WHAT YOU NEED TO DO
Each line from the start of the data below through the one containing "0 #414141) drop-shadow(-2px" must be reproduced exactly.

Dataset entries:
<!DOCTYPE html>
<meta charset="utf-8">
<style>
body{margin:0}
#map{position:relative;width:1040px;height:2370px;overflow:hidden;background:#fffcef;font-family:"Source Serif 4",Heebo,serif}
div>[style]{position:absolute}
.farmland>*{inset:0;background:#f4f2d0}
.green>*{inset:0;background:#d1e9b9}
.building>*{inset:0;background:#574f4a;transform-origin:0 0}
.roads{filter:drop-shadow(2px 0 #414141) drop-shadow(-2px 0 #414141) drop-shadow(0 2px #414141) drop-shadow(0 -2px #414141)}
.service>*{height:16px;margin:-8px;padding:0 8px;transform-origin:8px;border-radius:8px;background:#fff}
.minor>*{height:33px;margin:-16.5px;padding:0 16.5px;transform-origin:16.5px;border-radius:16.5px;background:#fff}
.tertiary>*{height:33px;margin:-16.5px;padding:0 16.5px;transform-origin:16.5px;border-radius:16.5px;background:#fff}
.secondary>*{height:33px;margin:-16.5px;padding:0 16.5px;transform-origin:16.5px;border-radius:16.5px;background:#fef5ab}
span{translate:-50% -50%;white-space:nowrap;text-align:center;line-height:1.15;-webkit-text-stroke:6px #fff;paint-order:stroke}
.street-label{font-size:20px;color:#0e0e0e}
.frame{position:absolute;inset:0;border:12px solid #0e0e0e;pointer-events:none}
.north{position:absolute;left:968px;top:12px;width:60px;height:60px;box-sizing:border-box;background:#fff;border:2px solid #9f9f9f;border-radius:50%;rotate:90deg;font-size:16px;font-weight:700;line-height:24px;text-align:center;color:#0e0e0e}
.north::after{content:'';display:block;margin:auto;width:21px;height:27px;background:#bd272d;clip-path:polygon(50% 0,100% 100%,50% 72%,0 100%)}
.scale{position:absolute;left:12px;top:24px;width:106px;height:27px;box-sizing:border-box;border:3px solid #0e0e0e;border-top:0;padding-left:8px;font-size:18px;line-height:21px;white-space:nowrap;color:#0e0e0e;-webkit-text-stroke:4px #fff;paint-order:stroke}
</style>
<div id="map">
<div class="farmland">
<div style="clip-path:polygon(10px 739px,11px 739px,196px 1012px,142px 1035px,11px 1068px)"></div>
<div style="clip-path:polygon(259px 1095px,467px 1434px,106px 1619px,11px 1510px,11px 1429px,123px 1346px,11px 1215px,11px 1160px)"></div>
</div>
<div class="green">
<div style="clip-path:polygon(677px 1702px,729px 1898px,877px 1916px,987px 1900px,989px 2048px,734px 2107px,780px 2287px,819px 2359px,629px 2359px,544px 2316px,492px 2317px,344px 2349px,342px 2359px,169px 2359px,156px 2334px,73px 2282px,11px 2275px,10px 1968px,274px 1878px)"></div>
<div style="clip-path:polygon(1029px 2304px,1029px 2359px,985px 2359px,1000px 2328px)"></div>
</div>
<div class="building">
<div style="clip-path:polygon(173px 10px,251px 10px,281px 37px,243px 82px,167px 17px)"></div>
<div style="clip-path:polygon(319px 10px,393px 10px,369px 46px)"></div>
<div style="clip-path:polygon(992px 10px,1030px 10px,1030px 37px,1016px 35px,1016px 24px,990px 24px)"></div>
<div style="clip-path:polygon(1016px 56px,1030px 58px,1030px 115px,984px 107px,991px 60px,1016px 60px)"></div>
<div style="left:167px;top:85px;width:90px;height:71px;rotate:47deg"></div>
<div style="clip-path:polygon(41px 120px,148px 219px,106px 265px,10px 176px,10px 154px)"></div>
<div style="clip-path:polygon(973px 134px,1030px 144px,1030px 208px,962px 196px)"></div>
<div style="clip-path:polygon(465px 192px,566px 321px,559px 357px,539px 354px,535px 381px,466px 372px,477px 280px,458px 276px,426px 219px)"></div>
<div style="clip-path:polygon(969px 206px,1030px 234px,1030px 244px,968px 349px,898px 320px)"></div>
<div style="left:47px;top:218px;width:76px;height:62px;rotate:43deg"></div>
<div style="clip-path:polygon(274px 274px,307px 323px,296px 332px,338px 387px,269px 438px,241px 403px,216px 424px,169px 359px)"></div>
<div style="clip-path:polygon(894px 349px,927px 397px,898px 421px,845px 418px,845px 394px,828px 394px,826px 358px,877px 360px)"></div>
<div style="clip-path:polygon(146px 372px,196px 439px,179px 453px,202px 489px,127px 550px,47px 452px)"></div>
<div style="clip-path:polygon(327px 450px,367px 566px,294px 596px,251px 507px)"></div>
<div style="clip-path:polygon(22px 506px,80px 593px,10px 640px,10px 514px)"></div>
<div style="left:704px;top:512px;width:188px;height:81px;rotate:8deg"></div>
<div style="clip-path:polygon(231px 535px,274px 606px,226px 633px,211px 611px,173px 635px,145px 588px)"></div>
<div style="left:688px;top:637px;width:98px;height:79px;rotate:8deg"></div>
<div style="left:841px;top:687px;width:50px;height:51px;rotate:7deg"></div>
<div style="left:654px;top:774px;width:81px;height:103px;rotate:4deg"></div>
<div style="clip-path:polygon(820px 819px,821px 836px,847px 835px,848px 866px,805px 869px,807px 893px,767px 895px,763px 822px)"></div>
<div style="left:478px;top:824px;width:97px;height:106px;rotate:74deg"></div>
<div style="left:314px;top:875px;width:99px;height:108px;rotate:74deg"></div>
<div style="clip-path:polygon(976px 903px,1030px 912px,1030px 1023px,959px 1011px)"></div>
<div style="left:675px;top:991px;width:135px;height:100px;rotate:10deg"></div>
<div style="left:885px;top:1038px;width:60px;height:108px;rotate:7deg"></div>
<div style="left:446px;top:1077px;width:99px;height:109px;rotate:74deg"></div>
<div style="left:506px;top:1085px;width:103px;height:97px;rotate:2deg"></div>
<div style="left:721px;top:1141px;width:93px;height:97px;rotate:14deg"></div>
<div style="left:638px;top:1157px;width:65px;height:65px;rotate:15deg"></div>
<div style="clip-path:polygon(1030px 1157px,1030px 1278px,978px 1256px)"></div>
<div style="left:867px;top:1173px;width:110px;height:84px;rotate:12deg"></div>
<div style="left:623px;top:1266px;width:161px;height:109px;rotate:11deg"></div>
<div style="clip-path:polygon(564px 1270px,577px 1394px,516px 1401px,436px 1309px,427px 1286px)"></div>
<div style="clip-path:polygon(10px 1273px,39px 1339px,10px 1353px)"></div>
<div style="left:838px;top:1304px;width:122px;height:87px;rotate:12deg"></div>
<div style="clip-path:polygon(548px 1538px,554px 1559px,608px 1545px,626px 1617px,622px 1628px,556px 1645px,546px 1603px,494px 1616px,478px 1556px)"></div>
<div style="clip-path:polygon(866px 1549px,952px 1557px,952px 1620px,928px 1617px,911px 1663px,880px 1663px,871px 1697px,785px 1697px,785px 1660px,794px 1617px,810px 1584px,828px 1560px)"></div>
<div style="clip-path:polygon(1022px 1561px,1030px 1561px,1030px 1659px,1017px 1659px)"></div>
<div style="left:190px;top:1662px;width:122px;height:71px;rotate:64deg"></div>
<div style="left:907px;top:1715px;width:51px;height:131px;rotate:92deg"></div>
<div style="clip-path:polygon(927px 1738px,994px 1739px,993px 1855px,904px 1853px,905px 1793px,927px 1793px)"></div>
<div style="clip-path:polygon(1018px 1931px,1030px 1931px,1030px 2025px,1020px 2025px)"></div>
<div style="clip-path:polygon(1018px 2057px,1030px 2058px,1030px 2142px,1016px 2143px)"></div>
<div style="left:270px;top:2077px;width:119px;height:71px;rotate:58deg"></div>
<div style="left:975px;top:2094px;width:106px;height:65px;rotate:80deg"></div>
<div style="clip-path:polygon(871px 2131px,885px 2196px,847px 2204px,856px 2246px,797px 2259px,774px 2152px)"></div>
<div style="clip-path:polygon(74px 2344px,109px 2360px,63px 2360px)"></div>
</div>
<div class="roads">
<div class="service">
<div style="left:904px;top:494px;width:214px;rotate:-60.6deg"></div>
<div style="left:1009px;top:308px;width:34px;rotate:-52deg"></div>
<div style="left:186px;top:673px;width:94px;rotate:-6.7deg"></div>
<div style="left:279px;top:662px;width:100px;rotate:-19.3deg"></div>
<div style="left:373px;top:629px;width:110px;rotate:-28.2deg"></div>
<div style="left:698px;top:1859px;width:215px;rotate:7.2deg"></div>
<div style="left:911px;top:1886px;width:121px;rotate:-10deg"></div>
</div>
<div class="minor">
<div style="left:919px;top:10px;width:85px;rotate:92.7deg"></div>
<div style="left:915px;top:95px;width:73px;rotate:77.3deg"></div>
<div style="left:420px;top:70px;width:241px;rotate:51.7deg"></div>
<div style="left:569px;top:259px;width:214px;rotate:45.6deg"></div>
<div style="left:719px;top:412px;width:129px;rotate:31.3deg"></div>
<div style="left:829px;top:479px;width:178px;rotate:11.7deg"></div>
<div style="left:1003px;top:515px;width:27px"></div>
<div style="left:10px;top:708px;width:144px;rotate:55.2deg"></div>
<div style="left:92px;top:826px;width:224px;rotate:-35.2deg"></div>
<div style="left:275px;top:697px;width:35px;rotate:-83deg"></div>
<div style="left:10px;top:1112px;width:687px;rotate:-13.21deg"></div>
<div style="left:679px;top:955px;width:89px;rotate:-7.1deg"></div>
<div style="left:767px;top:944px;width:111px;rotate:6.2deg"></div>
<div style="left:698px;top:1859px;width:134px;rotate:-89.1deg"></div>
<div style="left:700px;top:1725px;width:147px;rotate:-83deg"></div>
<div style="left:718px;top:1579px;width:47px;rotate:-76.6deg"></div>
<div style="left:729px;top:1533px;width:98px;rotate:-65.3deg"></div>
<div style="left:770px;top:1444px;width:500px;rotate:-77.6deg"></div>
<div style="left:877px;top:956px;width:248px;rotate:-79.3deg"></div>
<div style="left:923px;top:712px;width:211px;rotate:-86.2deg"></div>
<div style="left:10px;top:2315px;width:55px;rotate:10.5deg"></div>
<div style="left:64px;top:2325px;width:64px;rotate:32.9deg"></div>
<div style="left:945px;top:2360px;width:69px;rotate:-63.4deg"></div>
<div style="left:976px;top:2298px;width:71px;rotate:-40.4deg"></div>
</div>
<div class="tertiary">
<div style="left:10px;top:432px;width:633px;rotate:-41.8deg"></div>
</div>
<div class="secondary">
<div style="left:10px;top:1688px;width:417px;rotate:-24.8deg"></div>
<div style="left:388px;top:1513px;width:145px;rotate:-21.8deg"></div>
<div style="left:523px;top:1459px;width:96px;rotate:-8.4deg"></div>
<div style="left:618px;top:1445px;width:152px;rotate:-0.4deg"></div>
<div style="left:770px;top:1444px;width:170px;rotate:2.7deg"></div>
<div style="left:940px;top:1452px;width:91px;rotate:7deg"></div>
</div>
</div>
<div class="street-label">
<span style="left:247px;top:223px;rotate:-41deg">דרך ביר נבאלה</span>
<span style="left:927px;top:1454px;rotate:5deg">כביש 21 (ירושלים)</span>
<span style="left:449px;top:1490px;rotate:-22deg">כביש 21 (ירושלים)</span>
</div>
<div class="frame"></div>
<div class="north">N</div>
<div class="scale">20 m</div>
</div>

ANSWER SPACE
<!DOCTYPE html>
<meta charset="utf-8">
<style>
body{margin:0}
#map{position:relative;width:1040px;height:2370px;overflow:hidden;background:#fffcef;font-family:"Source Serif 4",Heebo,serif}
div>[style]{position:absolute}
.farmland>*{inset:0;background:#f4f2d0}
.green>*{inset:0;background:#d1e9b9}
.building>*{inset:0;background:#574f4a;transform-origin:0 0}
.roads{filter:drop-shadow(2px 0 #414141) drop-shadow(-2px 0 #414141) drop-shadow(0 2px #414141) drop-shadow(0 -2px #414141)}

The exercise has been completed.